Vielleicht ist es von hier aus am einfachsten aufzulösen. Ist etwa das der russische Weg? Das bewusste politische Aufheizen eines sowieso vorhandenen nationalen Unterstroms. Das, wenn es denn sein muss, brachiale Durchsetzen von Interessen mit der Hand am Energiehahn. Das ostentative Verkünden, dass „seit heute Nacht null Uhr“ die strategische Bomberflotte wieder fliegt. Es gibt deren Beispiele noch mehr.

Spätestens hier sollte man mit der Begriffsverwirrung aufräumen. Denn das Ganze ist einfacher. Das ist gar kein speziell russischer Weg. Diesen Weg sind auch andere autoritäre Staaten schon gegangen und haben ihn für ihren eigenen, nationalen ausgegeben. Zumindest ein Teil der demokratischen Freiheiten samt Pressefreiheit sind dabei in der Regel auf der Strecke geblieben – wenn nicht mehr. In Russland ist das nicht anders.

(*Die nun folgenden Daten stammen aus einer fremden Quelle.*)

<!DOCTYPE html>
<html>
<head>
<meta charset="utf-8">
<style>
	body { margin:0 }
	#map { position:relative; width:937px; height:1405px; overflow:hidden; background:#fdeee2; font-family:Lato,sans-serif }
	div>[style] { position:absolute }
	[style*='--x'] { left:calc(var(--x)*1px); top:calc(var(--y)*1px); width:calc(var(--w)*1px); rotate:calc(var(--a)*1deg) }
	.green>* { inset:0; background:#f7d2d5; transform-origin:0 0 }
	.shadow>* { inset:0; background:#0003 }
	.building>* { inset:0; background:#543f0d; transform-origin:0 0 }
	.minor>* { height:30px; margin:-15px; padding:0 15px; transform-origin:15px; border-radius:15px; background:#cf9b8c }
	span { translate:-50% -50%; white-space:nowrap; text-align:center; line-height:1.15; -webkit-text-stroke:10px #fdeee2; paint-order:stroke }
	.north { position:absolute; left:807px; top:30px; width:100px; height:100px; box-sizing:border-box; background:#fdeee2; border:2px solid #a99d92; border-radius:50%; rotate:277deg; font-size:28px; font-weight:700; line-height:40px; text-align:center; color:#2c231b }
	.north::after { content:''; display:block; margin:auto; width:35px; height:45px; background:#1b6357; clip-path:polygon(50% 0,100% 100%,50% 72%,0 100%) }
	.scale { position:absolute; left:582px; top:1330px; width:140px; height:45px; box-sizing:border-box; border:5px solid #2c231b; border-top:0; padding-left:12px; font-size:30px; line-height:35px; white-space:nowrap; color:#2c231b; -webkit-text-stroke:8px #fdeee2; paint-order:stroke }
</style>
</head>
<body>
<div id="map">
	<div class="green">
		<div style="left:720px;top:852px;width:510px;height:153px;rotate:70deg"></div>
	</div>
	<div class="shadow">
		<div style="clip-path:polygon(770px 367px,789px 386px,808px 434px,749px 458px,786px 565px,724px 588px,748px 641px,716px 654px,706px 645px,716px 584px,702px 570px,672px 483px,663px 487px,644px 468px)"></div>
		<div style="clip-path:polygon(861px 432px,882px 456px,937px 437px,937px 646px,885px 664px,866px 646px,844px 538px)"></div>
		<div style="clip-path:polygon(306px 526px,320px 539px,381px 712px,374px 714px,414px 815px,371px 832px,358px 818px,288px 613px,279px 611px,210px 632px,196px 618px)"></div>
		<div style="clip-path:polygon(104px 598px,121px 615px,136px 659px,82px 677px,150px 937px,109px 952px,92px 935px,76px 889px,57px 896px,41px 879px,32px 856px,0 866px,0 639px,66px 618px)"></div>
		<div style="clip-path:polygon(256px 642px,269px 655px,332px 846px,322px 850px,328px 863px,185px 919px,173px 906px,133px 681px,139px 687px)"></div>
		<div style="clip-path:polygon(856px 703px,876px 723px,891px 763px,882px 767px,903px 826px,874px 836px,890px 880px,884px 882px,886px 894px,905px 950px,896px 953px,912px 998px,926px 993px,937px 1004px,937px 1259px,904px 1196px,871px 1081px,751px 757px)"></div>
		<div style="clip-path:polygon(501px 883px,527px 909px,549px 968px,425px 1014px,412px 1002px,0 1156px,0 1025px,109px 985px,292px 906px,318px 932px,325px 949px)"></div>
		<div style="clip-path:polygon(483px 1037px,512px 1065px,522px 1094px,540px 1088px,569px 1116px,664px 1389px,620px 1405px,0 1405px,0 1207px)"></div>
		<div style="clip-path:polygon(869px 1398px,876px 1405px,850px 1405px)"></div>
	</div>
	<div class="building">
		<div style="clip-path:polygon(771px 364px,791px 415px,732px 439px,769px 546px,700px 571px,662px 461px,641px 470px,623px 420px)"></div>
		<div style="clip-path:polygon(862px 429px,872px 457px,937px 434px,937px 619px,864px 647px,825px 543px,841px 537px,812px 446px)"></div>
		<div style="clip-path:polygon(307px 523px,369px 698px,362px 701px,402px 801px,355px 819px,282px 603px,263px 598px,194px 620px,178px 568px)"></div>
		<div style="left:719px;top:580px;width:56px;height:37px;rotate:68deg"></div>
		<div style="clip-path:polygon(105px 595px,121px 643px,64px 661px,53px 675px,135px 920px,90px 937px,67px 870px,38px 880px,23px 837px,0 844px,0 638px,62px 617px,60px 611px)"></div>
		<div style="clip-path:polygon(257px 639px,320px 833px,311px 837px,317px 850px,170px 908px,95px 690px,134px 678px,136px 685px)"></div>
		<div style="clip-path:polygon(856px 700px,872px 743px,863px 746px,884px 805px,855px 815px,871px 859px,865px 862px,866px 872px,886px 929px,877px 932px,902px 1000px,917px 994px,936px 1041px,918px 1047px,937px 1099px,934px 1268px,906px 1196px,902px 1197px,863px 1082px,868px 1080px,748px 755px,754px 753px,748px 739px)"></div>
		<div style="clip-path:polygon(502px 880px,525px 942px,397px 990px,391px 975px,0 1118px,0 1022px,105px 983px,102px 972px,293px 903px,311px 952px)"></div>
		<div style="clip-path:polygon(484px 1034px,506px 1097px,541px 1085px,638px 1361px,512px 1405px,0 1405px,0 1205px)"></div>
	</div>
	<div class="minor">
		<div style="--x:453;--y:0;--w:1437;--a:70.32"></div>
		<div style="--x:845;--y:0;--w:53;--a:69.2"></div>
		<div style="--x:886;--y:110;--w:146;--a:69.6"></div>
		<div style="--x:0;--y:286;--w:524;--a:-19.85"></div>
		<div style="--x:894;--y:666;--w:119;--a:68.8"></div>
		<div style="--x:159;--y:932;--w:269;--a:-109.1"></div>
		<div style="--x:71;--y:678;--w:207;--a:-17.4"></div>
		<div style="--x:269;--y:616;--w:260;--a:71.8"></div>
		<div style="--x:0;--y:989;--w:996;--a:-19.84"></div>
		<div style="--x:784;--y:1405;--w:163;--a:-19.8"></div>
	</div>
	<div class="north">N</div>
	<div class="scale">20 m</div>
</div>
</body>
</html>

Dabei gibt es natürlich einen „russischen Weg“. Und das ist dann tatsächlich die eigene Kultur, die eigene Sprache, die eigene Geschichte mit all ihren Höhen und Tiefen. Im Ganzen das, was Russland liebenswert, sympathisch und gelegentlich etwas schwierig macht. Man muss das nur nicht mit der gegenwärtigen Politik oder irgendeinem politischen „russischen Weg“ verwechseln. Und noch eine Nachricht: Selbst wenn es irgendjemand versuchen wollte – die russische Identität zwischen Sankt Petersburg und Wladiwostok von Westen her gegen irgendetwas anderes auszutauschen ist erfreulicherweise schlicht und einfach unmöglich. Aber das wissen die Russen selbst. Der Rest sind unangenehme Kremlmanöver.

Der Autor ist Leiter des ARD-Studios Moskau.